Exercise
This exercise calls for a copy of every line in the listing below that carries the word "solid".
>>>
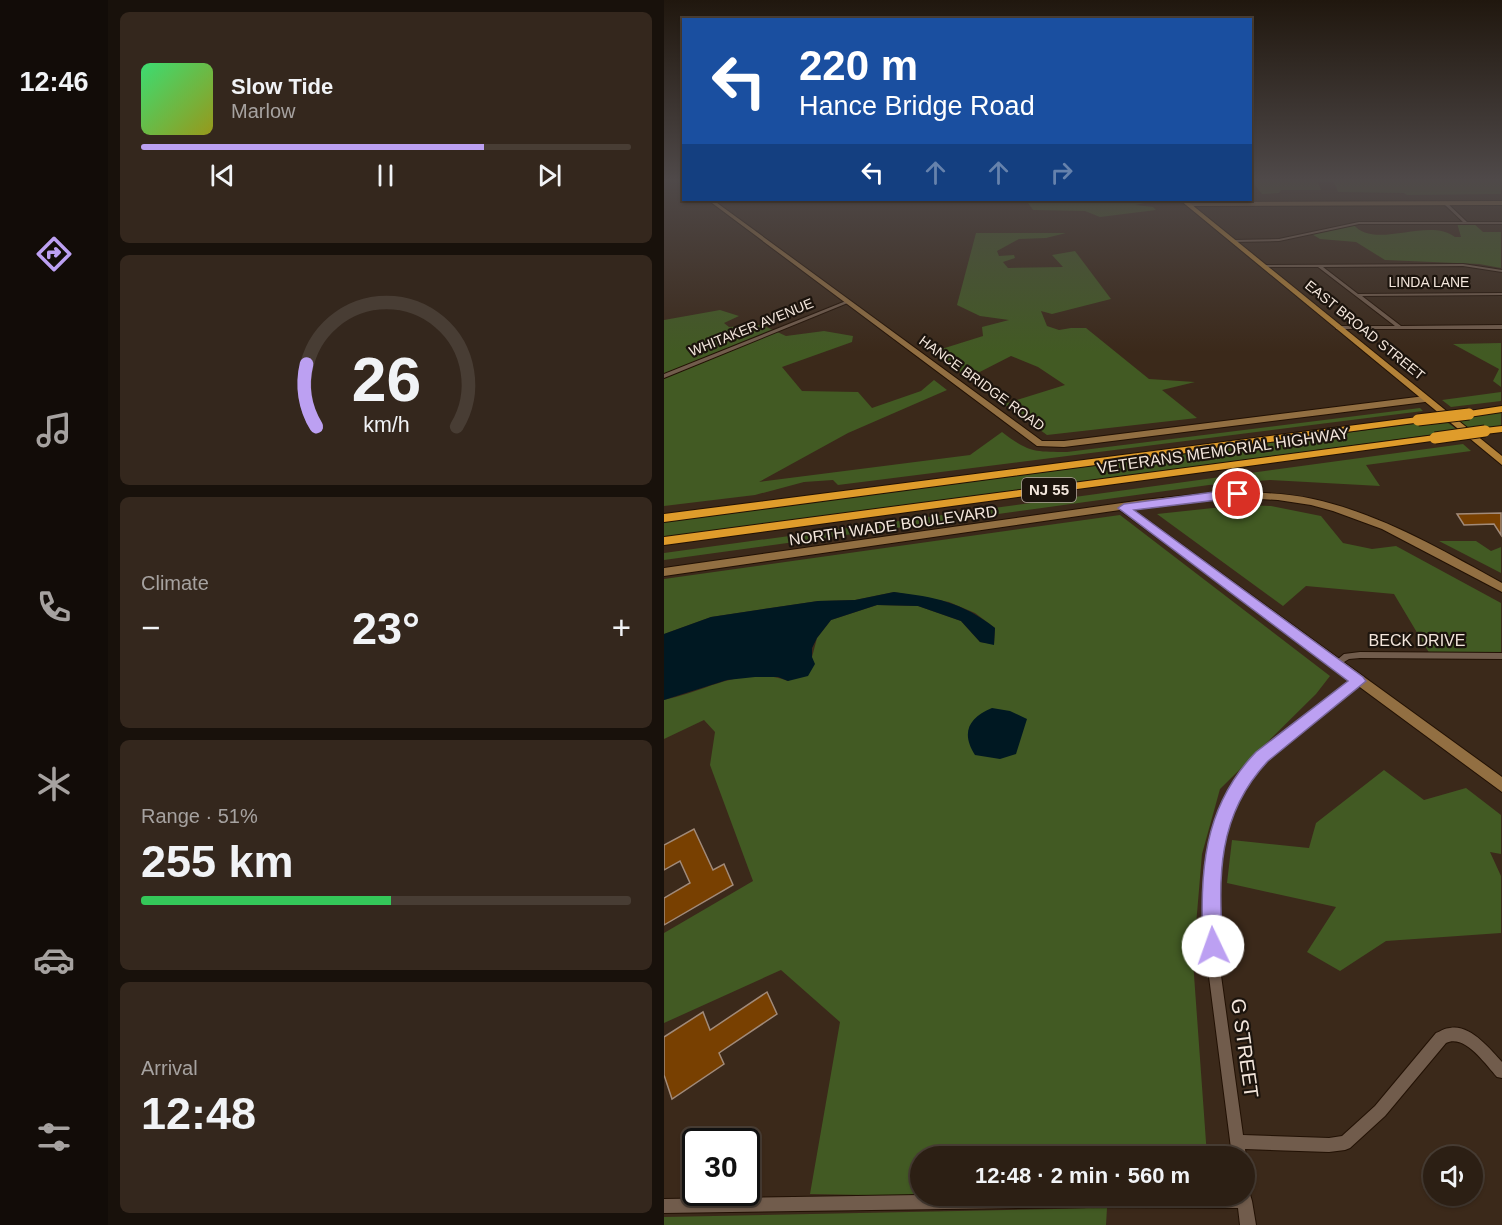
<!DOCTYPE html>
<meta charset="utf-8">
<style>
:root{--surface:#2c1f14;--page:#34271d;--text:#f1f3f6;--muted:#a6a2a0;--line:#483d34;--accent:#bca0f2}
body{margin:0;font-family:Helvetica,sans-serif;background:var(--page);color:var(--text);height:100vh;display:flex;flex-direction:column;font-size:22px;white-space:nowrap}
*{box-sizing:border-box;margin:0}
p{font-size:20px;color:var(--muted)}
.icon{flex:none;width:33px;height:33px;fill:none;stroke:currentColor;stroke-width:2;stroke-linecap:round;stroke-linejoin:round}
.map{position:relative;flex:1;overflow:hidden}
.drawer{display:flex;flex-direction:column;gap:12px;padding:12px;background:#18110b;width:556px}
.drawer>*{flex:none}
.guide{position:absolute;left:18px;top:18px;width:570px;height:183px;border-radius:0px;box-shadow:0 2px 4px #0004,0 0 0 2px var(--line);background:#1a4fa0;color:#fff;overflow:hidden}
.tools{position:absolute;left:759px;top:1146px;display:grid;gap:12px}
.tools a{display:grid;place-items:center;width:60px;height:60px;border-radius:50%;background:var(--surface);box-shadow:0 2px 4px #0004,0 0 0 2px var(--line);font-size:30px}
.speed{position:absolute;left:18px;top:1128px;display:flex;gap:12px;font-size:30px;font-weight:700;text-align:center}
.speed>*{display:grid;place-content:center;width:78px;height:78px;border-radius:50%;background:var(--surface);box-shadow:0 2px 4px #0004,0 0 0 2px var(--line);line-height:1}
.speed .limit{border:3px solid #111;border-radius:9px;background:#fff;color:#111}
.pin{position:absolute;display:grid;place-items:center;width:51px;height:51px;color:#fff;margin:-26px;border:3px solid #fff;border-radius:50%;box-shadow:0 2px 6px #0007}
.me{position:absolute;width:66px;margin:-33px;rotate:357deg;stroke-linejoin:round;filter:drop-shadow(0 0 4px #0008)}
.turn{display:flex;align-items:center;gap:21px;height:126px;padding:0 18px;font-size:27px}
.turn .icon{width:78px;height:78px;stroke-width:2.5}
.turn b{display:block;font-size:42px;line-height:51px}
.lanes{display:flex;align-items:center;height:57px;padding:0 18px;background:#0003;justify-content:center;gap:30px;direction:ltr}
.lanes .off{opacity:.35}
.big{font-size:45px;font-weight:700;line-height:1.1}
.drawer .widget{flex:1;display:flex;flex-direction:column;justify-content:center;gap:9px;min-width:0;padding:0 21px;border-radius:9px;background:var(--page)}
.drawer .dial{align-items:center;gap:0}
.dial svg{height:156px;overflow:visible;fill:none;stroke:var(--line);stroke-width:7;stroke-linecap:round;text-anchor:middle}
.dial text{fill:var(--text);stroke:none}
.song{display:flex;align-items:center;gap:18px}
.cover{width:72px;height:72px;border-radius:9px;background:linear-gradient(135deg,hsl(140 70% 55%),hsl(60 70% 35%))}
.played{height:6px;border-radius:3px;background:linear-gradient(90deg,var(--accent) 70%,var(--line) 70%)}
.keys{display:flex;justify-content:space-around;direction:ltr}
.heat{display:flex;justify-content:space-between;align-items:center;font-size:33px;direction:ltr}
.charge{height:9px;border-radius:4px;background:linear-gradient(90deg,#34c759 51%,var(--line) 0)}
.trip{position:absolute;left:246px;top:1146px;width:345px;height:60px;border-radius:30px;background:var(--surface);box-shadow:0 2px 4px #0004,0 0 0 2px var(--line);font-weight:700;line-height:60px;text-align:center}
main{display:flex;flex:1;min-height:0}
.tab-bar{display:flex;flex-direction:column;width:108px;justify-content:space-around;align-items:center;background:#120c08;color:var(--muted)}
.tab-bar .icon{width:42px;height:42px}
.tab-bar .active{color:var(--accent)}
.tab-bar b{font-size:27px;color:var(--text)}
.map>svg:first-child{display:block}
</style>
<main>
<nav class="tab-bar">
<b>12:46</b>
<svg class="icon active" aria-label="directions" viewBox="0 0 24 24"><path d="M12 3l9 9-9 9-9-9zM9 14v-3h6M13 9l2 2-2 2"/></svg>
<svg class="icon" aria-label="music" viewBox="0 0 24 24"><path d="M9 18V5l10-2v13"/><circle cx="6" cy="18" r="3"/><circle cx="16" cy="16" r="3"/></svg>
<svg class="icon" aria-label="phone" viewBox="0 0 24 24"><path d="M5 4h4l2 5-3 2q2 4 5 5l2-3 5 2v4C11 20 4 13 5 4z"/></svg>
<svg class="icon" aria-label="climate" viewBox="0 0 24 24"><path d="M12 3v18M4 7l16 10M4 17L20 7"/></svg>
<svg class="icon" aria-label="car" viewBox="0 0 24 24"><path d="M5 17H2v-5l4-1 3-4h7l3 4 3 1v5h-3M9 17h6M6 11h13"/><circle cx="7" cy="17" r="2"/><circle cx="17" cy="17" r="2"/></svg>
<svg class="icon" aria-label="filters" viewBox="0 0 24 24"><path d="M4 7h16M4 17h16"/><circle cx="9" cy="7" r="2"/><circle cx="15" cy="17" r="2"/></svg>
</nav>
<section class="drawer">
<div class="widget">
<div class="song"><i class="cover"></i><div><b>Slow Tide</b><p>Marlow</p></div></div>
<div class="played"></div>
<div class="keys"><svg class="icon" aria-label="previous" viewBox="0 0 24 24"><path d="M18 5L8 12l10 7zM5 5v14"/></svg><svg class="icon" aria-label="pause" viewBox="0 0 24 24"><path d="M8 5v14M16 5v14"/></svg><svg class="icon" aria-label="next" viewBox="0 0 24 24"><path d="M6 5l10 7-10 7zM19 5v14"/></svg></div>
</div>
<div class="widget dial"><svg viewBox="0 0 100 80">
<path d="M14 69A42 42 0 1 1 86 69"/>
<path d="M14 69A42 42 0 0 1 9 37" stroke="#bca0f2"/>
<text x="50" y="56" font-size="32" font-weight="700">26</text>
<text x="50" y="72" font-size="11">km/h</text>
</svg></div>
<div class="widget"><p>Climate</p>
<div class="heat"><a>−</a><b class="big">23°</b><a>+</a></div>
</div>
<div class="widget"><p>Range · 51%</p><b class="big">255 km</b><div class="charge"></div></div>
<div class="widget"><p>Arrival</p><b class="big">12:48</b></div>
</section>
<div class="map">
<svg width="838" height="1225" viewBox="0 0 838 1225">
<rect width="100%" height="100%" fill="#3b291a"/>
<!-- green -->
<path fill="#425a23" d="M587 180H837V194L743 195 740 193 674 192 670 182H654L657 190H617L615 193 598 194Z
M362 200 490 201 471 205 489 207 492 210 436 217 421 211 369 210Z
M793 223H809L819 232H837V268L815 264 721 260 692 242 656 239 646 233 689 224C710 251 764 216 791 237H797Z
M312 233H402L382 238 355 239 333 251 335 256 350 255 351 258 339 262 344 268 399 267 388 255 411 251 447 299 388 314 377 311 383 326 395 330 407 328H422L485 379 531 382 498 390 533 418 383 435 340 404 401 385 374 367 347 356 304 378 268 352 319 336 318 327 345 320 316 316 293 305Z
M56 310 75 316 60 323 65 327 98 325 122 336 160 331 189 336 188 342 118 367 138 391 194 392 208 408 257 391 270 380 283 390 184 433 95 482 306 455 338 432C364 452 369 452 403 452L756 408 759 411 174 485 169 480 140 482 91 495 0 506V320Z
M837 343V387L829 381 835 369 789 344Z
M837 392V401L787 407 778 400Z
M837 411V427L806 430 791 419Z
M780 420 795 431 0 537V522Z
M799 444 807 451 702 465 716 486 606 480 545 485 0 560V553Z
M577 505 607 506 657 516 679 543 708 549 732 546 837 603V655L767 656 730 594 642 586 619 606 493 514Z
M456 515 666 676 652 694 556 789 538 854 529 961 543 1156H256L258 1196 146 1194 176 1022 117 970 0 1023V933L89 881 46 765 51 732 40 720 0 739V700C41 692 82 664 124 681L148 657 153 638 167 620 213 605 254 606 297 621 316 642 330 644 331 628 311 613 285 602 230 592 191 600 154 601 47 617 0 634V579Z
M775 541H812L827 551 837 547V573Z
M720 770 760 800 802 788 837 815V854L826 852 837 876V933L722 941 676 971 643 952 672 907 563 883 568 840 645 848 652 823Z
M443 1208 442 1225H0V1217Z"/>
<!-- water -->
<path fill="#001822" d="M230 592C271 597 298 602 331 628L330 645 316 642 297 621 254 606 213 605 167 620 153 638 148 648V657L151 664 144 676 124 681 114 677H91L63 680 0 700V634L47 617 154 601 191 600Z
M328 708 346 711 363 719 352 754 336 759 311 755C297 733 304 718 328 708Z"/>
<!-- building -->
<path fill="#784001" stroke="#a18a79" stroke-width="1.5" d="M837 513V535L830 524 800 525 793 514Z
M30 829 49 870 60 864 69 885 0 925V898L26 883 16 861 0 870V845Z
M103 992 113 1014 55 1053 60 1064 8 1099 0 1075V1037L39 1012 46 1030Z"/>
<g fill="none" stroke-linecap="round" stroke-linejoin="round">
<defs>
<path id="street" d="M780 202H782L803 222H838V224H695L615 241 569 242 567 241 569 240 615 239 695 222H799L780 204Z
M799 264 838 270V272L799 266 659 267 694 294 838 293V295L698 296 737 326 838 325V329H672V327L674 326H731L654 267H600L598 266 600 265Z
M182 301 186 302 0 378V374Z
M696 652 838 653V659L696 658 685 659 672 667 669 666 668 664 680 654Z
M694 677 697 678 699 680 697 682 616 746 590 772 569 805 554 855 552 897 555 961 579 1135 665 1138 678 1136 711 1106 772 1033C777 1031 781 1028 786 1028 806 1024 826 1049 838 1062V1078L833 1077C821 1064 801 1034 782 1043L721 1116 686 1148 681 1150 665 1152 581 1149 582 1156 580 1160V1156H568L543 961 540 897 544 855 559 804 582 766 610 740 691 678Z
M580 1189 585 1191 588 1201 592 1225H576L574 1208 423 1207 0 1213V1199L256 1195 580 1196Z"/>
<path id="secondary" d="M44 200H49L378 441H400L761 396 765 399 761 402 400 447 373 446Z
M838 201V205L524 206 521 204 524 202Z
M581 492C604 493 627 494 649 499 717 514 778 550 838 583V592L718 529 669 511 647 505 614 500 581 498 513 502 467 508 838 777V792L456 510 0 576V568L479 500 547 493Z"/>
<path id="primary" d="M516 200H522L838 456V465Z"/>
<path id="highway" d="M838 406V412L805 417 800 414 805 411Z
M754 417 760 420 758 422 0 522V514Z
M838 426V432L821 434 815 431 821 428Z
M771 435 775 436V440L0 545V537Z"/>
</defs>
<!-- street casing -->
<use href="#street" stroke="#221104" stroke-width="2"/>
<!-- secondary casing -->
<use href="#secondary" stroke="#221104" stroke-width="2"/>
<!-- primary casing -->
<use href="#primary" stroke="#221104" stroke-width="2"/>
<!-- highway casing -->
<use href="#highway" stroke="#221104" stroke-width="2"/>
<!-- street -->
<use href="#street" fill="#715c4c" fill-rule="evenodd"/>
<!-- secondary -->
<use href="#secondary" fill="#926f42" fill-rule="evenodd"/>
<!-- primary -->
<use href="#primary" fill="#b38238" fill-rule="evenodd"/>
<!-- highway -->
<use href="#highway" fill="#df9c2b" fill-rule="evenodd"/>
<defs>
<path id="highway-bridge" d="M754 420 805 414
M771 438 821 431"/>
</defs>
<!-- highway-bridge casing -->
<use href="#highway-bridge" stroke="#221104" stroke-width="13" stroke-linecap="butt"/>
<!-- highway-bridge -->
<use href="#highway-bridge" stroke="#df9c2b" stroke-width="11"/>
</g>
<!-- sky -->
<linearGradient id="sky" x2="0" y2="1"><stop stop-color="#20170e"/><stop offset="0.51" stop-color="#4f4949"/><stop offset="1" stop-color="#4f4949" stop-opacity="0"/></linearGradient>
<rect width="838" height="352" fill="url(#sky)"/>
<!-- route -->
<path fill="#bca0f2" stroke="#7a689d" stroke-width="1.5" d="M574 491 580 494 578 497 470 510 699 677 702 681 604 761C553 815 554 877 559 946L556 953 549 956 542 953 539 946C536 873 538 808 592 752L684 681 454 508 460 504 550 492Z"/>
<g text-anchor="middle" stroke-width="4.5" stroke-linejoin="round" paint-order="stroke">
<!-- far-street labels -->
<g font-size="14" fill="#f3e6dc" stroke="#1c140d">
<text x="765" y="287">LINDA LANE</text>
<text transform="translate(87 327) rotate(-22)" y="5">WHITAKER AVENUE</text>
<text transform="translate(701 330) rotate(39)" y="5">EAST BROAD STREET</text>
<text transform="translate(318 383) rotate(36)" y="5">HANCE BRIDGE ROAD</text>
</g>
<!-- shield labels -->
<rect fill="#1c140d" stroke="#b2a79e" stroke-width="1.5" x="358" y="478" width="54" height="24" rx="4.5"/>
<g font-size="15" font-weight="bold" fill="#f3e6dc">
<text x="385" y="495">NJ 55</text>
</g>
<!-- street labels -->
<g font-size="16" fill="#f3e6dc" stroke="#1c140d">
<text transform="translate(559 450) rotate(-8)" y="6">VETERANS MEMORIAL HIGHWAY</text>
<text transform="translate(229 525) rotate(-8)" y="6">NORTH WADE BOULEVARD</text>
<text x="753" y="646">BECK DRIVE</text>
</g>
<!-- near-street labels -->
<g font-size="20" fill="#f3e6dc" stroke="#1c140d">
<text transform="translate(581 1048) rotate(82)" y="7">G STREET</text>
</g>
</g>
</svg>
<div class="tools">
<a><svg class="icon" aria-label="sound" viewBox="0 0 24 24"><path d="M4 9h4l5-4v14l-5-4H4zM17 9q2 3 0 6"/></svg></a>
</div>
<div class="speed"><div class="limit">30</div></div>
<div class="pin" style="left:574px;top:494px;background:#d93025"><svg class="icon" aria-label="arrive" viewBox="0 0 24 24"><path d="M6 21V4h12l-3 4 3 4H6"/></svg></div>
<svg class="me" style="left:549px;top:946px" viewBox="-20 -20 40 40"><circle r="19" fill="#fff"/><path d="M0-13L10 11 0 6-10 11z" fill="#bca0f2"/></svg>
<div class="trip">12:48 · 2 min · 560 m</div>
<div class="guide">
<div class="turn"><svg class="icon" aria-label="left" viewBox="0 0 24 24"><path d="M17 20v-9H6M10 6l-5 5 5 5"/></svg><div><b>220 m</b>Hance Bridge Road</div></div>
<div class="lanes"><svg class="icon" aria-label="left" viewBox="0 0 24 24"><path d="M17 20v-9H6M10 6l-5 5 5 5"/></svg><svg class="icon off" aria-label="ahead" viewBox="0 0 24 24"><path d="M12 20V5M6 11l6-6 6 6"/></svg><svg class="icon off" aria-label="ahead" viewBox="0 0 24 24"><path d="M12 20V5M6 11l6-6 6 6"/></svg><svg class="icon off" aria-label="right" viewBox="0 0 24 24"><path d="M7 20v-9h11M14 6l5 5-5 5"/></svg></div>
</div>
</div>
</main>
<<<
Result
.speed .limit{border:3px solid #111;border-radius:9px;background:#fff;color:#111}
.pin{position:absolute;display:grid;place-items:center;width:51px;height:51px;color:#fff;margin:-26px;border:3px solid #fff;border-radius:50%;box-shadow:0 2px 6px #0007}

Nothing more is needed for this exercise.